Un pont enjambe une rivière et conduit jusqu’au château de Peleş, lové au milieu des forêts de Sinaia. Son intérieur est richement décoré, entre boiseries sombres, lustres imposants, colonnes, statues, marbre et tableaux. La touffeur enivrante et la foule qui louvoie d’une pièce à l’autre donnent le tournis. Après le château de Bran, dépouillé et impassible, Peleş se montre riche et chaleureux. Pour l’anecdote, il fut d’ailleurs le premier château d’Europe à disposer de l’électricité dans les années 1870. La visite du premier étage, beaucoup moins fréquenté, permet de reprendre son souffle et d’entrer davantage dans l’intimité du lieu et de ses pensionnaires. Il était notamment la résidence d’été de la famille royale puis celle du dictateur Ceaușescu.
Une pétillante citadelle
Depuis Braşov, le train file vers l’ouest à travers un délicat tableau champêtre et nous mène à Sighişoara, petit ville inscrite au patrimoine mondial de l’UNESCO. Mélange de cultures latine et byzantine orthodoxe, le centre historique est particulièrement photogénique avec ses maisons basses et ses ruelles tortueuses. Sous nos pieds, les pavés sont plutôt de gros galets lisses qui rendent le chemin inégal et obligent à garder un oeil au sol pour éviter de s’encoubler.

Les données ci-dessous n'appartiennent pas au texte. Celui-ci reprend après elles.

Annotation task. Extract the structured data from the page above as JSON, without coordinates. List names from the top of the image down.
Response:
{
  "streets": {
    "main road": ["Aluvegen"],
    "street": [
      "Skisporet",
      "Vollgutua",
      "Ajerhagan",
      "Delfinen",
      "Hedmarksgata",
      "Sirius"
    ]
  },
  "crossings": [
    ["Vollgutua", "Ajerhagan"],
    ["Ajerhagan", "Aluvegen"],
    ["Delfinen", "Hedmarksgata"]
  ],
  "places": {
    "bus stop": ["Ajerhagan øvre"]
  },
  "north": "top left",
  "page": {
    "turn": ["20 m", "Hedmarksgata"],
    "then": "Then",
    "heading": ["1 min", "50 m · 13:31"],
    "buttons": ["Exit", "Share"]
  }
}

La vue depuis la Tour de l’Horloge, vaut vraiment la peine. Avant d’atteindre le sommet, on parcourt le musée historique qui se déploie dans les étages de la tour. On s’épargne la visite de l’église de la colline – peu intéressante – pour admirer l’escalier couvert en bois qui y conduit. Construit au 17e siècle, l’ouvrage permettait aux élèves de rejoindre l’école située au sommet de la citadelle y compris lors de fortes neiges. La visite se termine sur l’une des nombreuses terrasses qui invitent à une pause bien méritée. C’est l’occasion de déguster les papanaşi, dessert roumain composé de beignets servis avec de la crème et de la confiture de myrtille. Délicieux mais très copieux.
Où les maisons ont des yeux
Le périple se poursuit vers la ville suivante, située à une centaine de kilomètres de Sighişoara. Les colons allemands qui la fondèrent au 12e siècle l’appelèrent Hermannstadt mais c’est plutôt sous le nom de Sibiu qu’on la connaît aujourd’hui. La petite ville séduit par ses façades somptueuses aux teintes audacieuses. Entourées d’édifices remarquables, la Grande Place et la Petite Place forment le centre historique. On commence par se délester de deux lei (environ 40 centimes) pour grimper dans la Tour du Conseil et profiter du meilleur coup d’oeil possible sur la ville.
De retour sur la terre ferme, on arpente la Petite Place en admirant l’imposante église évangélique, dont la construction a duré plus de deux siècles. En remarquant son toit bariolé, on profite d’avoir la tête levée pour s’arrêter sur les fameux «yeux de Sibiu». Ces fenêtres creusées dans les toits qui permettaient de ventiler les greniers donnent aujourd’hui un caractère espiègle au décor.
Une pincée de sel
Après les deux petites villes colorées, nous prenons le chemin de Cluj-Napoca. Le train file entre les parois rocheuses, les aiguilles des sapins frôlant la fenêtre du wagon. Juste avant d’atteindre notre dernière étape, les abyssales mines de sel de Turda nous invitent à un voyage spectaculaire. En Transylvanie, des gisements se sont formés il y a 13,5 millions d’années et la couche de sel s’étend partout dans le sous-sol du plateau.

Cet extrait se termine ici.